_TASK BRIEF_
How many lines in the records below contain the word "Give"? State that number and nothing more.

▶

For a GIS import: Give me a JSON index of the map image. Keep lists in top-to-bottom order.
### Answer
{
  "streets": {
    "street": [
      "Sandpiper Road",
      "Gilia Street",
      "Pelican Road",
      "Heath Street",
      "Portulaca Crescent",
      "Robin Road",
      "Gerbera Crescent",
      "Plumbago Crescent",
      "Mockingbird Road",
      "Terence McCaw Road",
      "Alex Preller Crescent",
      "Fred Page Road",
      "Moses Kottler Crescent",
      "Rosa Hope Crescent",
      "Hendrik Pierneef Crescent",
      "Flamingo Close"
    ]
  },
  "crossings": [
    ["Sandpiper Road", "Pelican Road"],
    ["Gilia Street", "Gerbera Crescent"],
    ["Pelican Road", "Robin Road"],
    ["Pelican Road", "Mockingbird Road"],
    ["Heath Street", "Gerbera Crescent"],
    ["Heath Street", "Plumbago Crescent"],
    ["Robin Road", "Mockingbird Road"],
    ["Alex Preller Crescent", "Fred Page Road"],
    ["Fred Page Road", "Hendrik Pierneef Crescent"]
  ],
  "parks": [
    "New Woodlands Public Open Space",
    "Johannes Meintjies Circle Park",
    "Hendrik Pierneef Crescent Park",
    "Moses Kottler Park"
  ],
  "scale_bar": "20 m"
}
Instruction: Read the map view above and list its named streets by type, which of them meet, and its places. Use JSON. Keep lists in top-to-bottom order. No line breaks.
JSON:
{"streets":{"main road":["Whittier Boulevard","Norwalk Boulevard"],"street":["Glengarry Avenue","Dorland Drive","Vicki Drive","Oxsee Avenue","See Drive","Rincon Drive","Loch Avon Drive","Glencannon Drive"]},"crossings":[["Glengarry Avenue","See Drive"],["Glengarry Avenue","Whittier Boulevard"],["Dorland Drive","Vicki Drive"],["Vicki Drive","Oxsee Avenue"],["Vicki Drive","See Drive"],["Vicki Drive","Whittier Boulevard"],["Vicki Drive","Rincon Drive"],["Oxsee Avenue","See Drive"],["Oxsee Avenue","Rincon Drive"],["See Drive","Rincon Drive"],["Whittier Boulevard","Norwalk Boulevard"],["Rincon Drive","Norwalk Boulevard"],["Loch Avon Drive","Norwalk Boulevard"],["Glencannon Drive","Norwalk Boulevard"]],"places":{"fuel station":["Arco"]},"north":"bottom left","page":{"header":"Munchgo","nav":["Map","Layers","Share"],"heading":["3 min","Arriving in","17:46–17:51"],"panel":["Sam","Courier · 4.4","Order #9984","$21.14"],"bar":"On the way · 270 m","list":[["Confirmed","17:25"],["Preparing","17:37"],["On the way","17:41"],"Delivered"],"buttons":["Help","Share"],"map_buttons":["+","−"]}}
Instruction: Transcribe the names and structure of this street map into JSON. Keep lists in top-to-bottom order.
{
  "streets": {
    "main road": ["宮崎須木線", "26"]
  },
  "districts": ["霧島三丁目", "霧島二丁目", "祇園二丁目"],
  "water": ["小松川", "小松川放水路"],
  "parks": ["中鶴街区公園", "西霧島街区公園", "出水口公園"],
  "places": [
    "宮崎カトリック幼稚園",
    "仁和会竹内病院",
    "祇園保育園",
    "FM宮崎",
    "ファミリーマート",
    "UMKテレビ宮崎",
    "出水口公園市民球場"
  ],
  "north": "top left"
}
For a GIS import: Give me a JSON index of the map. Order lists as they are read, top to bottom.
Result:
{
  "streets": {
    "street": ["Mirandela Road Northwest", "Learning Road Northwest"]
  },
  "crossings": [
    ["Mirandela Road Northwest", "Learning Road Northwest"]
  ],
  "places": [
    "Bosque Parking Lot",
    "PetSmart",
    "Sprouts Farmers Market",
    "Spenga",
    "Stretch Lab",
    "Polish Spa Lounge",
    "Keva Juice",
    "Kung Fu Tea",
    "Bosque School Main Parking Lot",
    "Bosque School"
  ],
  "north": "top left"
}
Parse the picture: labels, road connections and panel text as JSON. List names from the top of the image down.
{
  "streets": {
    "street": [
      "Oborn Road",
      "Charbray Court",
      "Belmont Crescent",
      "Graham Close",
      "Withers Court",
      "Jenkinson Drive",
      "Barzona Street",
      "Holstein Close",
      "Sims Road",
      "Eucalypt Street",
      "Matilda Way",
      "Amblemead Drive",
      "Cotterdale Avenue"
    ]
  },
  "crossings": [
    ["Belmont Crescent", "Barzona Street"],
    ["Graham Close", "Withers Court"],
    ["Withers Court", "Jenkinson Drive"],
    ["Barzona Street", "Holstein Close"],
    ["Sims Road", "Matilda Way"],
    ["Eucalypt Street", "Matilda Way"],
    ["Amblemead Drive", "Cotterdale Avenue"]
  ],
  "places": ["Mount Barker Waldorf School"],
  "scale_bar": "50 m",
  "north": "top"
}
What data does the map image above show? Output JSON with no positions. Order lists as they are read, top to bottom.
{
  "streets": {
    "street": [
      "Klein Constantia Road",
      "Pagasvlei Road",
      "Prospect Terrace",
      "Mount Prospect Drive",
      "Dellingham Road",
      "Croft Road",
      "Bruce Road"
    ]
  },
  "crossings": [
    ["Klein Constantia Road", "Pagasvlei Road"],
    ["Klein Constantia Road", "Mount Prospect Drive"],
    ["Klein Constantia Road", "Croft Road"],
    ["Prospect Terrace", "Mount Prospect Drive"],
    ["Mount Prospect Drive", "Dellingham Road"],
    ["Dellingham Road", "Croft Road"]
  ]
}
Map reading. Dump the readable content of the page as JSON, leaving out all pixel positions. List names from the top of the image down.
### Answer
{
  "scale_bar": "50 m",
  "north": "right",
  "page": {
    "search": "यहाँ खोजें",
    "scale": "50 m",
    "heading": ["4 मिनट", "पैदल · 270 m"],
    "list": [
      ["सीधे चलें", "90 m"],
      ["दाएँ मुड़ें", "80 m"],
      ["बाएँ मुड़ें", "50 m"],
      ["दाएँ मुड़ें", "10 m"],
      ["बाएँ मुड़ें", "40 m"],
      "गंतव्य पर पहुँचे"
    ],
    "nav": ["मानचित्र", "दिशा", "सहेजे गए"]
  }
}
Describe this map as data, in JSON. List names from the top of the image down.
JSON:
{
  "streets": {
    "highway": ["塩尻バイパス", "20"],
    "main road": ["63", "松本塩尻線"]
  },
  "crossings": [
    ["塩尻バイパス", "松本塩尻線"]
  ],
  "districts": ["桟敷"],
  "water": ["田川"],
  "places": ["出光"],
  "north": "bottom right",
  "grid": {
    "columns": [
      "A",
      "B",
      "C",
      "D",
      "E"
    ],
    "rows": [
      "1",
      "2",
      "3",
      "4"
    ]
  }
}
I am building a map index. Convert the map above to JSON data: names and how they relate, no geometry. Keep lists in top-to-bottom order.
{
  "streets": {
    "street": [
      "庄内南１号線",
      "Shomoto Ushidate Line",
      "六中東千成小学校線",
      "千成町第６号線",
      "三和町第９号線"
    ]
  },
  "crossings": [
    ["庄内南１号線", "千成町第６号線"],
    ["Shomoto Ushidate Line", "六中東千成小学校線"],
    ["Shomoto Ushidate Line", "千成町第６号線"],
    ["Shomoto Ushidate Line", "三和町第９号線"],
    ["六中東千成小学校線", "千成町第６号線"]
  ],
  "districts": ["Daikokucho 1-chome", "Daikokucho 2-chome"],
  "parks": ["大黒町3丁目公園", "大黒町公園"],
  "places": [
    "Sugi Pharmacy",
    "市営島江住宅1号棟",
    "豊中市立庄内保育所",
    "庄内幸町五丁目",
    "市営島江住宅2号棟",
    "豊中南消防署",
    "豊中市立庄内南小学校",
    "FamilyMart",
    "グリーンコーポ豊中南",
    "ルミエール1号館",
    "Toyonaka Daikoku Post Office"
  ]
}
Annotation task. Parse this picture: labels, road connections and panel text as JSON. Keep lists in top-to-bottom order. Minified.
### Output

◀

_WRITTEN RESPONSE_
2